> [Brief]:
An exact copy of all the data is required, with pictures left out.

> [Collected data entries]:
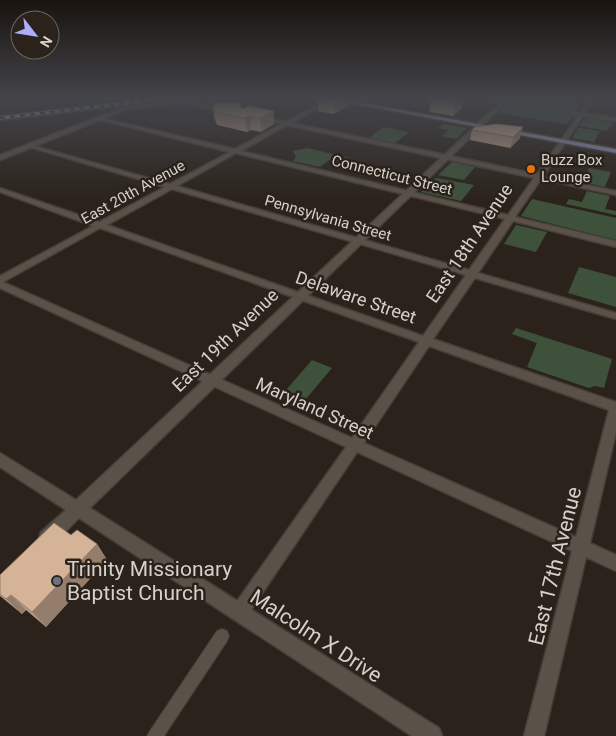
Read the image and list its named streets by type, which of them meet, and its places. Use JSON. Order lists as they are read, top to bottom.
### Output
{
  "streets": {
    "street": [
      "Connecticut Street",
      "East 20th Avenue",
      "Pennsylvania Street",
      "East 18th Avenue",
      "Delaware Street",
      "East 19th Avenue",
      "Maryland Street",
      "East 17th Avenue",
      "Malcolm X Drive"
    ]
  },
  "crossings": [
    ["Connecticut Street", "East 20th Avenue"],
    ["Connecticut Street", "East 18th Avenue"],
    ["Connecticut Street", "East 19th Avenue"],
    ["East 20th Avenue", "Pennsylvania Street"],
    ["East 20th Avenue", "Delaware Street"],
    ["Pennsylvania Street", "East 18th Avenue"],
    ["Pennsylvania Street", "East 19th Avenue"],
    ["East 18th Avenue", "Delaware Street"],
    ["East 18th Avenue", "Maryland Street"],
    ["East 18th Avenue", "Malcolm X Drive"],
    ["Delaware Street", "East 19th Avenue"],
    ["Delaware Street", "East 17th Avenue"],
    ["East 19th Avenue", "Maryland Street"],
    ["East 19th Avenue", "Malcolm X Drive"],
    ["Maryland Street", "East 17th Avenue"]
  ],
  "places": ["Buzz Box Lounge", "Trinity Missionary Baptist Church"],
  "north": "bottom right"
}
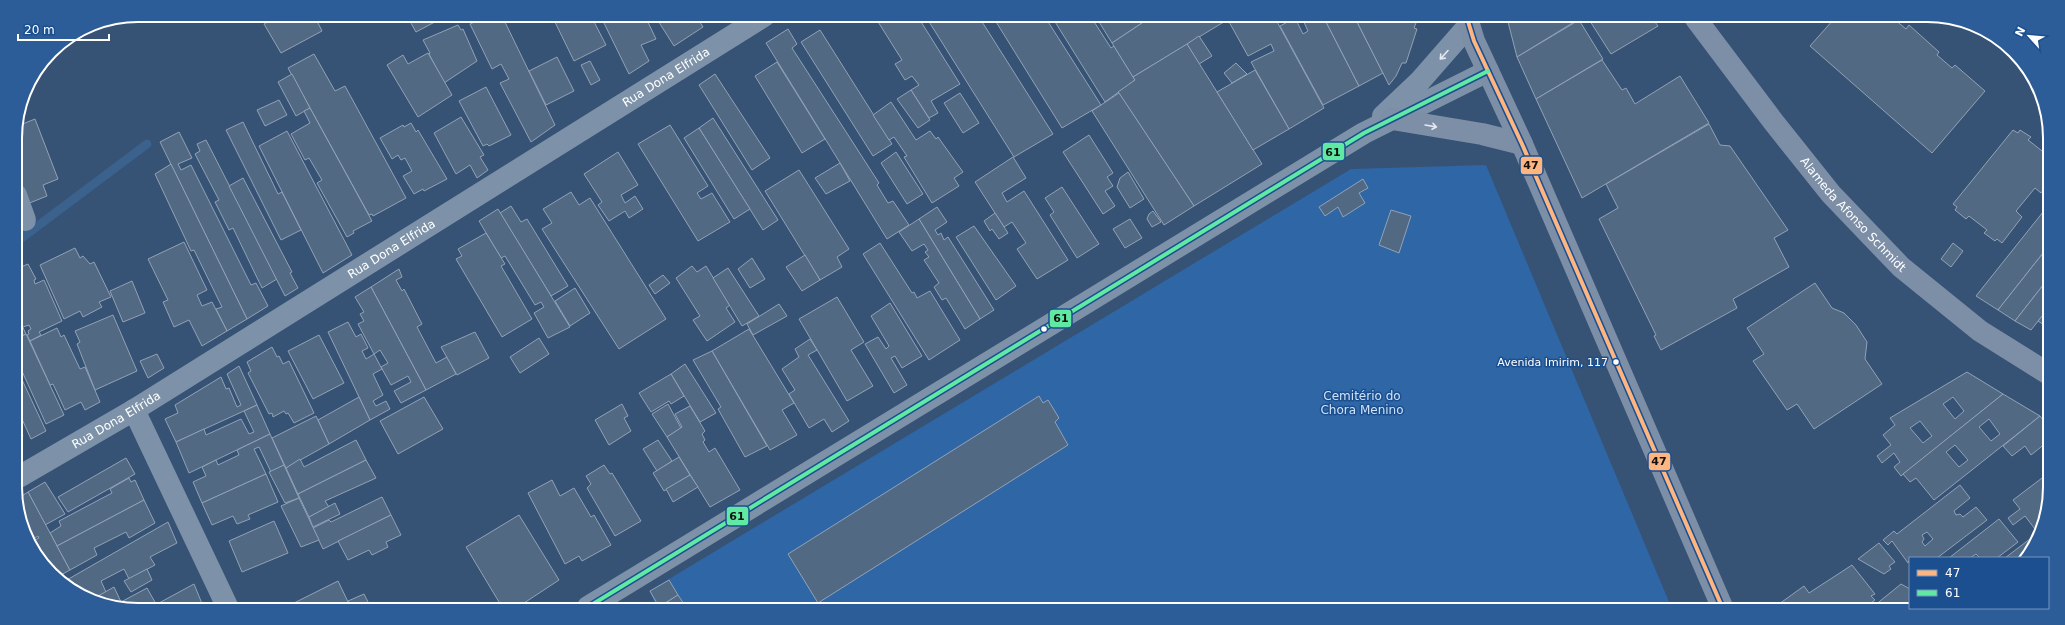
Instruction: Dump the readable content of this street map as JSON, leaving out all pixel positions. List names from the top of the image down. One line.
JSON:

> [Task output]:
Read the image and list its named streets by type, which of them meet, and its places. Use JSON. Order lists as they are read, top to bottom.
### Output
{
  "streets": {
    "street": [
      "Connecticut Street",
      "East 20th Avenue",
      "Pennsylvania Street",
      "East 18th Avenue",
      "Delaware Street",
      "East 19th Avenue",
      "Maryland Street",
      "East 17th Avenue",
      "Malcolm X Drive"
    ]
  },
  "crossings": [
    ["Connecticut Street", "East 20th Avenue"],
    ["Connecticut Street", "East 18th Avenue"],
    ["Connecticut Street", "East 19th Avenue"],
    ["East 20th Avenue", "Pennsylvania Street"],
    ["East 20th Avenue", "Delaware Street"],
    ["Pennsylvania Street", "East 18th Avenue"],
    ["Pennsylvania Street", "East 19th Avenue"],
    ["East 18th Avenue", "Delaware Street"],
    ["East 18th Avenue", "Maryland Street"],
    ["East 18th Avenue", "Malcolm X Drive"],
    ["Delaware Street", "East 19th Avenue"],
    ["Delaware Street", "East 17th Avenue"],
    ["East 19th Avenue", "Maryland Street"],
    ["East 19th Avenue", "Malcolm X Drive"],
    ["Maryland Street", "East 17th Avenue"]
  ],
  "places": ["Buzz Box Lounge", "Trinity Missionary Baptist Church"],
  "north": "bottom right"
}
Instruction: Dump the readable content of this street map as JSON, leaving out all pixel positions. List names from the top of the image down. One line.
JSON:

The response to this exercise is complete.